The accumulated deficit of Calabasas-based Resonate Blends Inc. has grown to $25.2 million — a position the company hopes to improve upon through partnerships and product pivots, according to a recent corporate update.
The cannabis company reported gross profits of $15,278 for the quarter that ended June 30, this year, with a net income loss of $701,770. Resonate’s flagship product and main source of revenue is its Koan Cordials line, cannabis-infused liquids that offer different experiences to users such as “Calm” and “Create,” among others.
Resonate stated in its earnings report that its ability to continue in business is contingent upon the completion of financing arrangements and the achievement and maintenance of profitable operations, matters addressed by Geoff Selzer, the company’s chief executive, in a corporate update released on Aug. 22.

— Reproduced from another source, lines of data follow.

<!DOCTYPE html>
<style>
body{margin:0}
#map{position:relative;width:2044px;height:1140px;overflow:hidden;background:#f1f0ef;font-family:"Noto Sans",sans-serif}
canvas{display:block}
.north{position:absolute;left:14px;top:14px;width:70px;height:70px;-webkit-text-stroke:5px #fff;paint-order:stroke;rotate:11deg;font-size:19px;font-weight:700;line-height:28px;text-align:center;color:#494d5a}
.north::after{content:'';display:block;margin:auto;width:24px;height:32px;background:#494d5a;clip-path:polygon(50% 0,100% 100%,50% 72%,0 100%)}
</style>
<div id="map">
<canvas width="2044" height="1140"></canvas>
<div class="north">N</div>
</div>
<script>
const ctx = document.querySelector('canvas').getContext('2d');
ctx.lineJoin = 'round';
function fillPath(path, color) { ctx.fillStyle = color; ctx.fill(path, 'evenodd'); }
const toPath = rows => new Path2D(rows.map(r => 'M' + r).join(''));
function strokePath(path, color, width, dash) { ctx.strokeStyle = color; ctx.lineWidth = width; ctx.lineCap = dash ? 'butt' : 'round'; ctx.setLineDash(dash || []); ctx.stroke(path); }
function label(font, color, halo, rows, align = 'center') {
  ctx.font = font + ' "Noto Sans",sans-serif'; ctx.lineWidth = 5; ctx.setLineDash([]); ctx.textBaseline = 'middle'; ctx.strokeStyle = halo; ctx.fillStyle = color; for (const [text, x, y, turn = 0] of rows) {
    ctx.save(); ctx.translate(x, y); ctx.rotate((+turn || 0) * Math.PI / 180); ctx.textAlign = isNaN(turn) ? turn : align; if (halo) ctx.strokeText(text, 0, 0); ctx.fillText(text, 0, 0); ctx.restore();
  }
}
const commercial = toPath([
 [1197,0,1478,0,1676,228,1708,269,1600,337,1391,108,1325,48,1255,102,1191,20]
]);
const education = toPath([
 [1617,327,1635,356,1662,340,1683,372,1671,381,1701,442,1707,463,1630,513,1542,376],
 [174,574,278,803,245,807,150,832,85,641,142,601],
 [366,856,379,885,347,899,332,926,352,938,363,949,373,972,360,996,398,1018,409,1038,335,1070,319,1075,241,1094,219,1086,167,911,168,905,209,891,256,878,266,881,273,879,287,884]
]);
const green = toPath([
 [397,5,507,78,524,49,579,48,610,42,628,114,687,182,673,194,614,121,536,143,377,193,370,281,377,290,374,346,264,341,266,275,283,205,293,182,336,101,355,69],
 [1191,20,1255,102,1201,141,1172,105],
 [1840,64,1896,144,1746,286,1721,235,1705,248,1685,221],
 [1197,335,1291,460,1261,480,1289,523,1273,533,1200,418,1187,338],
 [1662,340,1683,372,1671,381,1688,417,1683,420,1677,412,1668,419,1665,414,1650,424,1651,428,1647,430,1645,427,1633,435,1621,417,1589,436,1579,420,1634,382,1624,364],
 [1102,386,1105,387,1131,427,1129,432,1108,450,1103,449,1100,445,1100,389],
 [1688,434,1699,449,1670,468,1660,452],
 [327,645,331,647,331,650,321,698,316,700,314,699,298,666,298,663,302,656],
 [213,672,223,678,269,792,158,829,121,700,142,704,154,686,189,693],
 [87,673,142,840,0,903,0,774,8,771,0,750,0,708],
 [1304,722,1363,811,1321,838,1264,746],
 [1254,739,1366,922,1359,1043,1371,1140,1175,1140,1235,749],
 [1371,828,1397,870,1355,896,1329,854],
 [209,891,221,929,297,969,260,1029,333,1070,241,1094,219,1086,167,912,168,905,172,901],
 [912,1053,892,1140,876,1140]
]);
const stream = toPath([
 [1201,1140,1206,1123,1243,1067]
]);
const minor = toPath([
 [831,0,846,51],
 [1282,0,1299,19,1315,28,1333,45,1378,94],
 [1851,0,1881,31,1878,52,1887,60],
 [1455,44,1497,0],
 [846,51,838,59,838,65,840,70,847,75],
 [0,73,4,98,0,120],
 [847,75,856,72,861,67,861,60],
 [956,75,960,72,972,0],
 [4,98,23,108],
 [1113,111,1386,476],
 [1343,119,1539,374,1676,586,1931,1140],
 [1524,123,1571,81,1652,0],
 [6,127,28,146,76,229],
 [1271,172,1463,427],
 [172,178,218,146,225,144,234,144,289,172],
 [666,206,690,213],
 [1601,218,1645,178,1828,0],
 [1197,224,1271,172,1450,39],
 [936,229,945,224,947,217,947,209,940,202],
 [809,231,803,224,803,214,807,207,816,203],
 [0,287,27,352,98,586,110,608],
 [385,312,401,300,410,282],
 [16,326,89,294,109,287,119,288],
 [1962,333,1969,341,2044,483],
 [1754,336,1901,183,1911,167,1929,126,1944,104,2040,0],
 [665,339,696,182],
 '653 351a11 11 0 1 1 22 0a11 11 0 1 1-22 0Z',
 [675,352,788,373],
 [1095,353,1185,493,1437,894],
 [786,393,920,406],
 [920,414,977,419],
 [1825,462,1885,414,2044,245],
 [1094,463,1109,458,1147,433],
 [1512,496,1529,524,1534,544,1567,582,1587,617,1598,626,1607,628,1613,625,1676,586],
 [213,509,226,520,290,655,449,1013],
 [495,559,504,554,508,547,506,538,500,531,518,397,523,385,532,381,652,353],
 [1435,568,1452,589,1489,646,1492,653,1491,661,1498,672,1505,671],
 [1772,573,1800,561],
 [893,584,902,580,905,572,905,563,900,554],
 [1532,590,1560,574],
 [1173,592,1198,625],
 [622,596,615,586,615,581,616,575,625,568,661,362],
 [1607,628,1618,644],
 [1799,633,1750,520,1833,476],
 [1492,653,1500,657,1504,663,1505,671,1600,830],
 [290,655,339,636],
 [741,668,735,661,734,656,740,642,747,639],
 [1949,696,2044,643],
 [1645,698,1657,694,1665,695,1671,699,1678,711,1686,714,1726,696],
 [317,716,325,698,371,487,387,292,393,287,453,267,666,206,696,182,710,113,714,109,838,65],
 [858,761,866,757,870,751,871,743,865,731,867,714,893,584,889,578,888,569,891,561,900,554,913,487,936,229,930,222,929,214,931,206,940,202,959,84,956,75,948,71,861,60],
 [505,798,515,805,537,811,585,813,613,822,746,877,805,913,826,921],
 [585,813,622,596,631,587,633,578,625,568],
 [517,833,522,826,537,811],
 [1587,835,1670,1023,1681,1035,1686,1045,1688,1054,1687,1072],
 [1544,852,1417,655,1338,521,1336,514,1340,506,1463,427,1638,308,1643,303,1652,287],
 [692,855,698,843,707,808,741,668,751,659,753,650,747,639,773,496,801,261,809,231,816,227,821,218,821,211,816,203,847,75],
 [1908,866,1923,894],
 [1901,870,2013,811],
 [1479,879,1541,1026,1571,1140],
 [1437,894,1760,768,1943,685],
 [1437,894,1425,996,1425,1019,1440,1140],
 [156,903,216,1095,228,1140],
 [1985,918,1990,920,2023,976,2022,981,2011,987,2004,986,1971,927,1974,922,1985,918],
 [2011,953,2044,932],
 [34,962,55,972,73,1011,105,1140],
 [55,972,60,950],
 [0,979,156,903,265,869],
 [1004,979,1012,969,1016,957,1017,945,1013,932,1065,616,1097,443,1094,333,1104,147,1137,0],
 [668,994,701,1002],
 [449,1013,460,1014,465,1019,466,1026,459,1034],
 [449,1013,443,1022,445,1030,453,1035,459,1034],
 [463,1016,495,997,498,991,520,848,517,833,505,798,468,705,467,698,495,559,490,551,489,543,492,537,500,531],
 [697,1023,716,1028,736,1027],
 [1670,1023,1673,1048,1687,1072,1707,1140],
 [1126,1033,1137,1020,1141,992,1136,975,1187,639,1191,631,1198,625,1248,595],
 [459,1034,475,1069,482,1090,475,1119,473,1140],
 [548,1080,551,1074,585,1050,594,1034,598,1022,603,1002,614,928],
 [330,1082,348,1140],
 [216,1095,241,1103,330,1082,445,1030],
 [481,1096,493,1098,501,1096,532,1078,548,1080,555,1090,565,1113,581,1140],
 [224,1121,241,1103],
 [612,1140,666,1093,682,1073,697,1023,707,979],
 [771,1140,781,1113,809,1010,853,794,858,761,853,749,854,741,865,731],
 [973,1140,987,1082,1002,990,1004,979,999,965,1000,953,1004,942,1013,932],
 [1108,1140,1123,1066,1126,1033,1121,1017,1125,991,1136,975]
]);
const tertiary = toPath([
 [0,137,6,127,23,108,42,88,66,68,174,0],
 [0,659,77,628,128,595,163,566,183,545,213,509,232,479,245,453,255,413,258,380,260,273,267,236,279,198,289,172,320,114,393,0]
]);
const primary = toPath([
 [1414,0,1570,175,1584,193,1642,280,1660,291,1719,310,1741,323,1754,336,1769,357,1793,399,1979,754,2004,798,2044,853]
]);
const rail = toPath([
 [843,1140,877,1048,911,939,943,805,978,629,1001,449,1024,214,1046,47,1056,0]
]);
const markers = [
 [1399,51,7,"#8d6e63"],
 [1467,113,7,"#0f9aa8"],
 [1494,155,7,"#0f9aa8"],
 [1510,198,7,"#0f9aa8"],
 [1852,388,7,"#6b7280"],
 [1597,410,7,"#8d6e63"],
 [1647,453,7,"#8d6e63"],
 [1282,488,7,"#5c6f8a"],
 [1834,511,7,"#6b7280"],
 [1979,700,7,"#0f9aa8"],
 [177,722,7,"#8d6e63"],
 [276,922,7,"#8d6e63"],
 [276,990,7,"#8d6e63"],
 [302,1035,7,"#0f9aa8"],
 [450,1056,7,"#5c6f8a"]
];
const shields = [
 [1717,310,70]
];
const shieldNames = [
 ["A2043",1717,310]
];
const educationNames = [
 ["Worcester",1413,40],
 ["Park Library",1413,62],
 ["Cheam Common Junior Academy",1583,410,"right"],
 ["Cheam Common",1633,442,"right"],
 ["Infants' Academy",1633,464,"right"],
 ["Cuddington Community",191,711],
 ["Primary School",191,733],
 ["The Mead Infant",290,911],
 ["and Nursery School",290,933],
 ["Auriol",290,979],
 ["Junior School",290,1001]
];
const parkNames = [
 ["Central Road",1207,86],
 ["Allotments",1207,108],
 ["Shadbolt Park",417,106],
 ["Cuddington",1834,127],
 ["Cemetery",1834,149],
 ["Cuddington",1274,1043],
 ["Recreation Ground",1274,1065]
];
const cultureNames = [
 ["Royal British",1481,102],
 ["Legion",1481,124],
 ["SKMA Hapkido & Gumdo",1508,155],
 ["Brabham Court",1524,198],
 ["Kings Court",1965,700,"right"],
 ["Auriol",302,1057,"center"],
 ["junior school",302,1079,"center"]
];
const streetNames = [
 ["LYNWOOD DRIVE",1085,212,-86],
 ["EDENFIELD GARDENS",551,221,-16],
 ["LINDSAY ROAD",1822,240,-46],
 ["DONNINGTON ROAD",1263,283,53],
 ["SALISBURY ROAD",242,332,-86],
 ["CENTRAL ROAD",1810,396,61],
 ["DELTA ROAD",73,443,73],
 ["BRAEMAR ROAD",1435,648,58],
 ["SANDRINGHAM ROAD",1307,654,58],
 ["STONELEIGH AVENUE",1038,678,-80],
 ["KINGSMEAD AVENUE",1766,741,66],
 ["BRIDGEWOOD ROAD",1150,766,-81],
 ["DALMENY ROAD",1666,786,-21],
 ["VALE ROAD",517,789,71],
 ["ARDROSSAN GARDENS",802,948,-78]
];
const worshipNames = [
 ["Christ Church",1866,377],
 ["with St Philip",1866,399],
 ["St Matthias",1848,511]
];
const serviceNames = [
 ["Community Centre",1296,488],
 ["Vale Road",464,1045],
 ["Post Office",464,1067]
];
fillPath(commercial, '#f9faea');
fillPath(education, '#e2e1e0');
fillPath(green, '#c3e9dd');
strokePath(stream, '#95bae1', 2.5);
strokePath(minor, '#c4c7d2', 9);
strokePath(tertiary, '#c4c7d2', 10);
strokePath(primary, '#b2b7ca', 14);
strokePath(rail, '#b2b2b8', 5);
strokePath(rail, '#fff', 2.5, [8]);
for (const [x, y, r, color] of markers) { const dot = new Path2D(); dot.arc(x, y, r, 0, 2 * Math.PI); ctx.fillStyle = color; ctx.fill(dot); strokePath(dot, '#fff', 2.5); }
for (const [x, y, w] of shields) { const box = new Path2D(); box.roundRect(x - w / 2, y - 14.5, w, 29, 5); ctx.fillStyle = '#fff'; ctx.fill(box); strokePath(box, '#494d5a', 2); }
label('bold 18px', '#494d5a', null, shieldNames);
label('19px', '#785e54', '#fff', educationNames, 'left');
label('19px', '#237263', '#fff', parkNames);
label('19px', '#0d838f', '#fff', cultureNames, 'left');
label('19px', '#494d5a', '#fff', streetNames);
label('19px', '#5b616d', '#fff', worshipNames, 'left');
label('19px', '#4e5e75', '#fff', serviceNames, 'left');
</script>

“Our first challenge is to increase revenues in our core brand Koan,” Selzer said in a statement. “To that end, we have previously announced the rollout of our multi-serve packages that reduce the cost per serving of our product by approximately 65%.” Selzer added that its new “Sleep” Koan Cordial would also be available as single- and multi-serve packages.
Resonate now delivers its Koan Cordial products through wholesale marketplace and distribution platform Nabis. The company began working with Koan after a statewide distributor unexpectedly ceased operations in the second quarter, which caused disruptions to Resonate’s sales channel for five weeks.
Partnerships will also be a priority for Resonate moving forward, according to Selzer.
“The cannabis market is presenting some unique opportunities for potential strategic roll-ups,” Selzer said in a statement. “On August 12, we issued an 8-K that detailed our Investment Deck, which was focused on acquiring a well-established and respected California cannabis firm that will not only add significant revenues but also help us increase margins, generate multiple income streams and support our focus on product innovation.”
Selzer said the company is evaluating multiple opportunities to acquire smaller brands where Resonate is seeing the “greatest innovation.”
The definitive agreements for the potential acquisition mentioned in the update were being produced as of the update’s publishing, according to the company.
Outside of internal troubles, Resonate has dealt with external challenges in the form of a tough California cannabis market in 2022. Selzer pointed to “weaker consumer demand, taxation issues, regulatory uncertainty and lack of banking reform.”
Even larger cannabis companies like Culver City-based MedMen, which has multiple stores in Los Angeles and other states, have struggled to succeed in the market. A thriving illegal cannabis market has also presented challenges to legal and regulated firms.
In the corporate update, Selzer made note of the decision to conduct Resonate’s sales process in-house as opposed to outsourcing. The company plans to invest further in that decision and expects to hire additional sales resources across the state.
“We are uniquely positioned to be a positive disruptive force in the wellness/lifestyle segment of the industry built on a growing body of proprietary IP, and we firmly believe that value-added brands are the future of the Cannabis industry,” Selzer said in a statement.